A week after crooks hacked into its customers' financial data, Dairy Queen still hasn't released specifics on the breach.

Still, the Edina-based company said in a statement Thursday it has "determined that only a small portion of our 4,500 U.S. stores are potential victims of the criminal activity. The stores are not geographically clustered and each has a mitigation plan."

Those mitigation plans include using lower-risk methods of processing credit or debit cards — and accepting cash only.

Dairy Queen, owned by Warren Buffett's Berkshire Hathaway, is a well-known purveyor of ice cream and fast food with about 275 stores in Minnesota alone. Dean Peters, a Dairy Queen spokesman, couldn't say how many stores or customers in Minnesota — or any other state — have been affected by the breach.

"We are doing everything we can right now to get that information and get it as soon as possible," Peters said.

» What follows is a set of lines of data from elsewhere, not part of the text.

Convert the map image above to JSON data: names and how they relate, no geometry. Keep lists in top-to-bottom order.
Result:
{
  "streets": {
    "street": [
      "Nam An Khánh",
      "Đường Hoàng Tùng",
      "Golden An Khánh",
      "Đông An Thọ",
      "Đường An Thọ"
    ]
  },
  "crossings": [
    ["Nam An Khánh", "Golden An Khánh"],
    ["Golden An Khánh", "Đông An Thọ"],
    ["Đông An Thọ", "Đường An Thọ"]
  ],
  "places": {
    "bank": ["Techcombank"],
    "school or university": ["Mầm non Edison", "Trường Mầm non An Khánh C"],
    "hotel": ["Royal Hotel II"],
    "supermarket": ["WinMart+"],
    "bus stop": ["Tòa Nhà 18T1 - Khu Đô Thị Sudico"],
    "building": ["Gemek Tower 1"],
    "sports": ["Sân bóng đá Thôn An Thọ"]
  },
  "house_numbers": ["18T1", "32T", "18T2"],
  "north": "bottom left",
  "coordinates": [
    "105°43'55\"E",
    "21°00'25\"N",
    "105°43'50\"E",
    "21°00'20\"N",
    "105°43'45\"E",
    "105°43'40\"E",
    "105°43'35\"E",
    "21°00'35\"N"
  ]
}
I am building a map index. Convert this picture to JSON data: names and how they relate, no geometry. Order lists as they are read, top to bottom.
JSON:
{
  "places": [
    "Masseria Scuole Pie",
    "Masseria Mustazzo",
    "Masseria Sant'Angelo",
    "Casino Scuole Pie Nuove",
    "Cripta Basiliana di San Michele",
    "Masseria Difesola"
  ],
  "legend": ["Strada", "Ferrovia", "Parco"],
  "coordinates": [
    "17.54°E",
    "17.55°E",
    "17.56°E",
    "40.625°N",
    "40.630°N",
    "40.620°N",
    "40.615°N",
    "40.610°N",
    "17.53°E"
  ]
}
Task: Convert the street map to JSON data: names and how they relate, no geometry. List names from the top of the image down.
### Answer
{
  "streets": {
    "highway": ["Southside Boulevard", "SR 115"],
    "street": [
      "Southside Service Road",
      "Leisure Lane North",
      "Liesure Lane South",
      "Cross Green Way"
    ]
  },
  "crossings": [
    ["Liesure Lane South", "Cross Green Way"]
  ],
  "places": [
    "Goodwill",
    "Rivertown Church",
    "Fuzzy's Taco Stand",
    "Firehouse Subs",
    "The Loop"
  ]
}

Dairy Queen's efforts to track the hack may be complicated by its business structure. Almost all of its stores are owned by franchisees, so there could be a multiplicity of information technology systems. Dairy Queen has 3,000 franchisees in the United States, many operating just a handful of stores.

Of course, such a decentralized system like Dairy Queen's may also have impeded a wider hack.

The forensic examination of any major corporate hack can take a while, said Patrick McBride, vice president of marketing and communications at cyber intelligence firm iSight Partners.

While not commenting directly on Dairy Queen, he said that "in trying to sort out exactly what happened, how many stores and how many customers are involved, there's a lot of dots to connect, a lot of breadcrumbs to follow. It's always a difficult task."

Dairy Queen was stricken with "Backoff" malware, and last week the U.S. Department of Homeland Security said that more than 1,000 retailers could have been hit by it.

Backoff is believed to be behind a hack announced in mid-August by Eden Prairie-based Supervalu, which affected just over 1,000 grocery and liquor stores; and the massive attack on Target during the 2013 holiday season, which exposed the financial data of 70 million customers.